Saturday, June 11, 2022

Inflation: Is 2022 the New 1980?

Yesterday's CPI report upended a narrative that had taken hold in recent weeks by (ever optimistic) sell-side analysts and strategists (see one prime example here) that inflation had peaked. After headline CPI for April fell to 8.3% year-on-year ("YoY") versus 8.5% in March, many CNBC guests were selling the idea of a soft landing and new bull market in stocks. Not so fast...here's a summary of the May report: 

  • YoY headline inflation reached 8.6%---a fresh 40-year high vs 8.3% consensus
  • Worse, core CPI (excluding the more volatile food and energy components) was up 6.0% vs 5.9% consensus 
  • Goods inflation was just 1.7% of the 8.6%; declining as supply chain disruptions moderate. However, service inflation was up 3.0%---the highest rate in 4 decades. (Click chart below to enlarge)

     Source: Zerohedge
Not surprisingly, the markets did not react well. The S&P 500 and NASDAQ Composite were down 2.9% and 3.5%, respectively, on Friday. The two benchmarks are now down 18.7% and 29.4%, respectively, from their 4Q21 peaks. And for the tech-heavy NASDAQ there are real shades of 2000, as shown below. After 140 trading days, or ~6 calendar months following the peak, the NASDAQ of 2000 and the NASDAQ of 2021 are tracking each other almost to the percentage. As reminder, the NASDAQ eventually lost 80% of value following the dotcom bubble. 
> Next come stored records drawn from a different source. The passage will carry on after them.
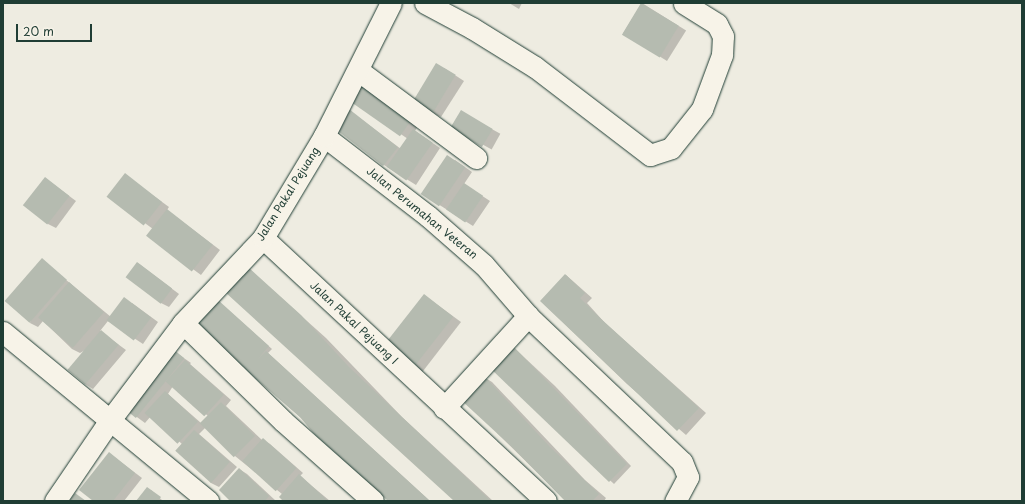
<!DOCTYPE html>
<style>
body{margin:0}
#map{position:relative;width:1025px;height:504px;overflow:hidden;background:#eeece1;font-family:"Playpen Sans",sans-serif}
div>[style]{position:absolute}
.shadow>*{inset:0;background:#0003;transform-origin:0 0}
.building>*{inset:0;background:#b5bbb0;transform-origin:0 0}
.roads{filter:drop-shadow(0 0 1px #1f3d34) drop-shadow(0 0 1px #1f3d34)}
.street>*{height:21px;margin:-10.5px;padding:0 10.5px;transform-origin:10.5px;border-radius:10.5px;background:#f7f3e8}
span{translate:-50% -50%;white-space:nowrap;text-align:center;line-height:1.15;-webkit-text-stroke:4px #f7f3e8;paint-order:stroke}
.street-label{font-size:11px;color:#1f3d34}
.frame{position:absolute;inset:0;border:4px solid #1f3d34;pointer-events:none}
.scale{position:absolute;left:16px;top:24px;width:76px;height:18px;box-sizing:border-box;border:2px solid #1f3d34;border-top:0;padding-left:5px;font-size:12px;line-height:14px;white-space:nowrap;color:#1f3d34;-webkit-text-stroke:3px #f7f3e8;paint-order:stroke}
</style>
<div id="map">
<div class="shadow">
<div style="clip-path:polygon(509px 3px,522px 3px,519px 9px)"></div>
<div style="left:642px;top:3px;width:52px;height:36px;rotate:32deg"></div>
<div style="clip-path:polygon(444px 68px,464px 81px,441px 117px,433px 113px)"></div>
<div style="clip-path:polygon(352px 101px,419px 124px,415px 131px,440px 148px,416px 185px,384px 165px,336px 127px,349px 110px,401px 149px,408px 139px)"></div>
<div style="left:461px;top:112px;width:45px;height:18px;rotate:29deg"></div>
<div style="clip-path:polygon(455px 160px,472px 172px,464px 184px,490px 201px,473px 226px,422px 194px)"></div>
<div style="clip-path:polygon(125px 175px,169px 207px,167px 210px,220px 250px,201px 275px,148px 236px,153px 229px,109px 197px)"></div>
<div style="clip-path:polygon(45px 178px,76px 201px,56px 228px,48px 224px)"></div>
<div style="clip-path:polygon(42px 260px,111px 317px,132px 303px,158px 322px,143px 344px,108px 321px,100px 331px,126px 350px,93px 389px,85px 384px,87px 349px,80px 353px,72px 349px,43px 321px,38px 327px,30px 323px)"></div>
<div style="clip-path:polygon(138px 263px,179px 294px,169px 307px,161px 303px)"></div>
<div style="clip-path:polygon(248px 268px,326px 338px,402px 417px,493px 501px,455px 501px)"></div>
<div style="clip-path:polygon(566px 275px,592px 298px,587px 303px,605px 323px,706px 413px,686px 435px,627px 384px,541px 301px)"></div>
<div style="clip-path:polygon(424px 295px,461px 322px,420px 375px,413px 370px)"></div>
<div style="clip-path:polygon(218px 301px,272px 349px,268px 353px,430px 501px,389px 501px,300px 417px,231px 356px)"></div>
<div style="clip-path:polygon(511px 345px,555px 386px,631px 466px,614px 484px,578px 451px)"></div>
<div style="clip-path:polygon(evenodd,168px 347px,191px 363px,190px 364px,231px 400px,226px 406px,262px 440px,270px 444px,303px 473px,300px 476px,330px 501px,284px 501px,282px 494px,235px 456px,206px 427px,199px 434px,237px 467px,219px 487px,211px 483px,182px 444px,151px 416px,145px 423px,122px 406px,168px 347px,173px 386px,208px 416px,201px 423px,168px 394px,173px 386px)"></div>
<div style="clip-path:polygon(484px 377px,492px 382px,585px 480px,606px 498px,604px 501px,566px 501px,497px 433px)"></div>
<div style="clip-path:polygon(109px 453px,142px 478px,124px 501px,94px 501px)"></div>
<div style="clip-path:polygon(239px 469px,247px 474px,276px 501px,232px 501px)"></div>
<div style="clip-path:polygon(151px 490px,163px 501px,138px 501px)"></div>
</div>
<div class="building">
<div style="left:641px;top:3px;width:44px;height:37px;rotate:31deg"></div>
<div style="left:436px;top:63px;width:23px;height:45px;rotate:31deg"></div>
<div style="left:362px;top:84px;width:61px;height:21px;rotate:35deg"></div>
<div style="left:349px;top:109px;width:62px;height:24px;rotate:38deg"></div>
<div style="left:461px;top:110px;width:37px;height:21px;rotate:31deg"></div>
<div style="left:413px;top:129px;width:24px;height:46px;rotate:35deg"></div>
<div style="left:447px;top:155px;width:22px;height:47px;rotate:34deg"></div>
<div style="left:125px;top:173px;width:47px;height:30px;rotate:38deg"></div>
<div style="left:45px;top:177px;width:31px;height:36px;rotate:38deg"></div>
<div style="left:464px;top:183px;width:23px;height:32px;rotate:34deg"></div>
<div style="left:167px;top:209px;width:58px;height:34px;rotate:38deg"></div>
<div style="left:42px;top:258px;width:33px;height:57px;rotate:41deg"></div>
<div style="left:137px;top:262px;width:44px;height:19px;rotate:37deg"></div>
<div style="clip-path:polygon(248px 267px,301px 315px,349px 367px,491px 501px,454px 501px,225px 292px)"></div>
<div style="clip-path:polygon(565px 274px,585px 293px,580px 298px,599px 317px,699px 408px,677px 431px,540px 301px)"></div>
<div style="left:69px;top:282px;width:46px;height:47px;rotate:41deg"></div>
<div style="left:424px;top:294px;width:37px;height:68px;rotate:38deg"></div>
<div style="left:124px;top:297px;width:34px;height:29px;rotate:37deg"></div>
<div style="clip-path:polygon(218px 300px,269px 346px,258px 359px,266px 351px,430px 501px,388px 501px,315px 435px,300px 417px,195px 326px)"></div>
<div style="left:101px;top:330px;width:23px;height:52px;rotate:40deg"></div>
<div style="clip-path:polygon(511px 344px,627px 464px,609px 482px,489px 367px)"></div>
<div style="left:168px;top:345px;width:21px;height:77px;rotate:39deg"></div>
<div style="left:185px;top:360px;width:52px;height:29px;rotate:42deg"></div>
<div style="clip-path:polygon(484px 376px,550px 447px,599px 494px,592px 501px,565px 501px,514px 449px,461px 400px)"></div>
<div style="left:165px;top:391px;width:45px;height:30px;rotate:43deg"></div>
<div style="left:221px;top:402px;width:48px;height:30px;rotate:45deg"></div>
<div style="left:194px;top:430px;width:48px;height:28px;rotate:42deg"></div>
<div style="left:263px;top:438px;width:45px;height:31px;rotate:42deg"></div>
<div style="clip-path:polygon(109px 452px,135px 473px,113px 501px,93px 501px,79px 490px)"></div>
<div style="clip-path:polygon(239px 468px,269px 496px,265px 501px,230px 501px,219px 490px)"></div>
<div style="clip-path:polygon(299px 474px,328px 501px,283px 501px,279px 497px)"></div>
<div style="clip-path:polygon(147px 487px,161px 497px,158px 501px,136px 501px)"></div>
<div style="clip-path:polygon(75px 493px,86px 501px,69px 501px)"></div>
</div>
<div class="roads">
<div class="street">
<div style="left:425px;top:3px;width:53px;rotate:28deg"></div>
<div style="left:472px;top:28px;width:74px;rotate:31.8deg"></div>
<div style="left:535px;top:67px;width:145px;rotate:37.4deg"></div>
<div style="left:650px;top:155px;width:22px;rotate:-18deg"></div>
<div style="left:671px;top:148px;width:50px;rotate:-51.5deg"></div>
<div style="left:702px;top:109px;width:58px;rotate:-69.7deg"></div>
<div style="left:722px;top:55px;width:19px;rotate:-87deg"></div>
<div style="left:723px;top:36px;width:13px;rotate:-117deg"></div>
<div style="left:717px;top:24px;width:39px;rotate:-148deg"></div>
<div style="left:359px;top:71px;width:146px;rotate:36.6deg"></div>
<div style="left:324px;top:136px;width:131px;rotate:37.6deg"></div>
<div style="left:428px;top:216px;width:74px;rotate:41.2deg"></div>
<div style="left:484px;top:265px;width:67px;rotate:49.2deg"></div>
<div style="left:528px;top:316px;width:212px;rotate:43.5deg"></div>
<div style="left:682px;top:462px;width:16px;rotate:68deg"></div>
<div style="left:688px;top:477px;width:27px;rotate:118deg"></div>
<div style="left:263px;top:238px;width:386px;rotate:42.9deg"></div>
<div style="left:183px;top:323px;width:140px;rotate:44.4deg"></div>
<div style="left:283px;top:421px;width:120px;rotate:41.6deg"></div>
<div style="left:3px;top:332px;width:266px;rotate:39.5deg"></div>
<div style="left:444px;top:408px;width:125px;rotate:-47.6deg"></div>
<div style="left:55px;top:501px;width:98px;rotate:-55.8deg"></div>
<div style="left:110px;top:420px;width:121px;rotate:-53deg"></div>
<div style="left:183px;top:323px;width:117px;rotate:-46.7deg"></div>
<div style="left:263px;top:238px;width:119px;rotate:-59.1deg"></div>
<div style="left:324px;top:136px;width:149px;rotate:-63.3deg"></div>
</div>
</div>
<div class="street-label">
<span style="left:288px;top:194px;rotate:-58deg">Jalan Pakal Pejuang</span>
<span style="left:422px;top:213px;rotate:39deg">Jalan Perumahan Veteran</span>
<span style="left:354px;top:323px;rotate:43deg">Jalan Pakal Pejuang I</span>
</div>
<div class="frame"></div>
<div class="scale">20 m</div>
</div>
                                                                Source: Yahoo Finance, Mantabye
 
We'll at least inflation is nowhere near as bad as in the 1980s, right? Nominal inflation was after all running over 14% YoY in early 1980. Or was it? Larry Summers, who correctly warned about inflationary pressures last year, is now cautioning that inflation may be worse than what the official numbers show. How's that? In a new paper, Summers and co-authors Marijn Bohuis and Judd Cramer, argue that prior to 1983, the CPI did not correctly account for consumer spending on housing. The authors claim that the way housing spending was measured pre-1983 was "without conceptual foundation...and resulted in a substantial upward bias in the CPI." You see, the pre-1983 index included both home purchase prices and the total outlay of mortgage payments, despite mortgages being paid out gradually over several years." Summers and colleagues argue that "this caused inflation measures before 1983 to look artificially high at the beginning of the tightening cycle, and to recede artificially fast." According to Summers, Bohuis, and Cramer ("SBC"), when the alleged problem with housing spending is removed the official inflation rate of 13.6% in 1980 falls to 9.1%. That's just 50 basis points higher that yesterday's reading. Yikes! 
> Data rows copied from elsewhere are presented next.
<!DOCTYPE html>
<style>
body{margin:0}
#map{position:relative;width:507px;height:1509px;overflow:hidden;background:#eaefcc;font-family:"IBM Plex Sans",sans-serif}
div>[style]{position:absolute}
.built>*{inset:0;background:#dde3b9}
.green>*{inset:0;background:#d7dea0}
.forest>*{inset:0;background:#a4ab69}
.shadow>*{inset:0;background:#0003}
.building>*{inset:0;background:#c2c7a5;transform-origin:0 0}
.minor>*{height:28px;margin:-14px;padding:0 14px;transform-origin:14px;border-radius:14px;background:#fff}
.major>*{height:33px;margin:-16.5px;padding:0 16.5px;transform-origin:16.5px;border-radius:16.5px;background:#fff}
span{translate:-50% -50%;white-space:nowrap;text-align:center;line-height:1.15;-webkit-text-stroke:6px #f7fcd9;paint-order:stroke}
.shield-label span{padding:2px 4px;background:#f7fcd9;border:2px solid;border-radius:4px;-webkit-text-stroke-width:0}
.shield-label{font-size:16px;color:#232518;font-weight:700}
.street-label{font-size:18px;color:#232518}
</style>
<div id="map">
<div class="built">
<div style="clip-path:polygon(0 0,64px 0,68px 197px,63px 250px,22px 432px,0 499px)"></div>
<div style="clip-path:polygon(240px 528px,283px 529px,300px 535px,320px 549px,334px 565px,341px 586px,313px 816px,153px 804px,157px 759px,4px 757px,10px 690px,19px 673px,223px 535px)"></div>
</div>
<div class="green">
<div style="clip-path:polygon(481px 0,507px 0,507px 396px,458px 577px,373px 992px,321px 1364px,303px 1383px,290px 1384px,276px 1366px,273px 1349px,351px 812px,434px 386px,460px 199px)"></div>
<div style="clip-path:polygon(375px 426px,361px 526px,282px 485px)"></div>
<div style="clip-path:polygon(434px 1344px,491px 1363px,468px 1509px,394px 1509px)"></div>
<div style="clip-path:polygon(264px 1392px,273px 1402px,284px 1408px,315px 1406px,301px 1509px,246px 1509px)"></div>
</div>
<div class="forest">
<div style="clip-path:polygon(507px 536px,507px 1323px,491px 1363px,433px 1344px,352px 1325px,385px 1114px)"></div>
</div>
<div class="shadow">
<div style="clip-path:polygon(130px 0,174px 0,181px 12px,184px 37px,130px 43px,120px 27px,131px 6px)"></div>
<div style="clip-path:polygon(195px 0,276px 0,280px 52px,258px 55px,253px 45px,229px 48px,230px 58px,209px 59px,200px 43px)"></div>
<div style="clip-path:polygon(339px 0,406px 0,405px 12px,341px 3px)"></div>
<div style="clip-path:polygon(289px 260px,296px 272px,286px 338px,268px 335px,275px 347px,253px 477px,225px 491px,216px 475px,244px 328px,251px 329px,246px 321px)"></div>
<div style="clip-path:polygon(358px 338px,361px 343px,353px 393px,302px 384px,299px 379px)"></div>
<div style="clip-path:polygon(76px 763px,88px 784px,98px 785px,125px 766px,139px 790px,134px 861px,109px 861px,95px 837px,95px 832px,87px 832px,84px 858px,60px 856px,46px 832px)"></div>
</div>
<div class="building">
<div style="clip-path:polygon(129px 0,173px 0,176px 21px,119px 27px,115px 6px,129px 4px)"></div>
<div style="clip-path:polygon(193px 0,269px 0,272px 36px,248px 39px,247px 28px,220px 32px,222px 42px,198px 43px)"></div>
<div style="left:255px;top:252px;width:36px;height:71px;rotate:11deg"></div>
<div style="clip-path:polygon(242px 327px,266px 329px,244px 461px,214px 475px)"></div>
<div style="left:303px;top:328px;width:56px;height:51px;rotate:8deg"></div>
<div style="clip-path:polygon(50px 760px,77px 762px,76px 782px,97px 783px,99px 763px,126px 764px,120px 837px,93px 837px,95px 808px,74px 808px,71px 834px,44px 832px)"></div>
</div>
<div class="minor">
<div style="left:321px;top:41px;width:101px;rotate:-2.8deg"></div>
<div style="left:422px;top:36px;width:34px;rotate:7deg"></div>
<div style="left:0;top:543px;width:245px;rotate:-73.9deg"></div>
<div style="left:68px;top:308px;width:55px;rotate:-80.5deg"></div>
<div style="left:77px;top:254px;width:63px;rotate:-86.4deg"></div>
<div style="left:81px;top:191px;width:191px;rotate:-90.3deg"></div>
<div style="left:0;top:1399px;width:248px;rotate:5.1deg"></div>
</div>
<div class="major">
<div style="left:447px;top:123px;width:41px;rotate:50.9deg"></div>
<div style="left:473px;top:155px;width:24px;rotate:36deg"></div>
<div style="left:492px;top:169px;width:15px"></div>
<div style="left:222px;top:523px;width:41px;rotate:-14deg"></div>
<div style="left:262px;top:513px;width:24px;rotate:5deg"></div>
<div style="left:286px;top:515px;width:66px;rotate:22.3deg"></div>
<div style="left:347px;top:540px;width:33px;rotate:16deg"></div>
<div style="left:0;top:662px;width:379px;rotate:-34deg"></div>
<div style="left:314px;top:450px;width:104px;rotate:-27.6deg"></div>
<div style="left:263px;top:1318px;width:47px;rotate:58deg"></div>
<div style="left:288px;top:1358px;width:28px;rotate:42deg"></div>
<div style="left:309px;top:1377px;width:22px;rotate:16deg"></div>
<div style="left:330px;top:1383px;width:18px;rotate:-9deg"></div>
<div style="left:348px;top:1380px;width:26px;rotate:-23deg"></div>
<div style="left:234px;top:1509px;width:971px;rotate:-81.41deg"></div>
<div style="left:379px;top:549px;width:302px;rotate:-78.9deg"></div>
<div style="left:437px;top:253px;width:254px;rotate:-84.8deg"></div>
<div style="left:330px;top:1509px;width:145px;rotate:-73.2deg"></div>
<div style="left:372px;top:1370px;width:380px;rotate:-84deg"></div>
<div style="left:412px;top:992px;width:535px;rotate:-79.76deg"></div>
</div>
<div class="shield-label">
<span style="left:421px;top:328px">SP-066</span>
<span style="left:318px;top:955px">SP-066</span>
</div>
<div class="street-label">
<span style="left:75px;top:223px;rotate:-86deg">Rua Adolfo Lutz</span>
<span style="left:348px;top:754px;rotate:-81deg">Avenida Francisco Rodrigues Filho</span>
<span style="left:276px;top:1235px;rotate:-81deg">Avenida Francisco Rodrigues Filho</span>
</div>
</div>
The upshot is that if SBC's methodology is accurate, it could mean that Federal Reserve will have to get far more aggressive to bring inflation under control, despite recession risks, like Paul Volcker did. For example, SBC estimates that "a return to 2% core CPI inflation today may require nearly the same amount of disinflation as achieved under Chairman Volcker." As reminder, Volcker’s monetary tightening increased the federal funds rate up about 10 percentage points, to a peak of 20% in the early 1980s to bring core CPI down by 5 percentage points. So, by that logic, bringing core CPI down from 6% to 2% may require hiking the feds fund rate by 7-8 percentage points! Good luck with that!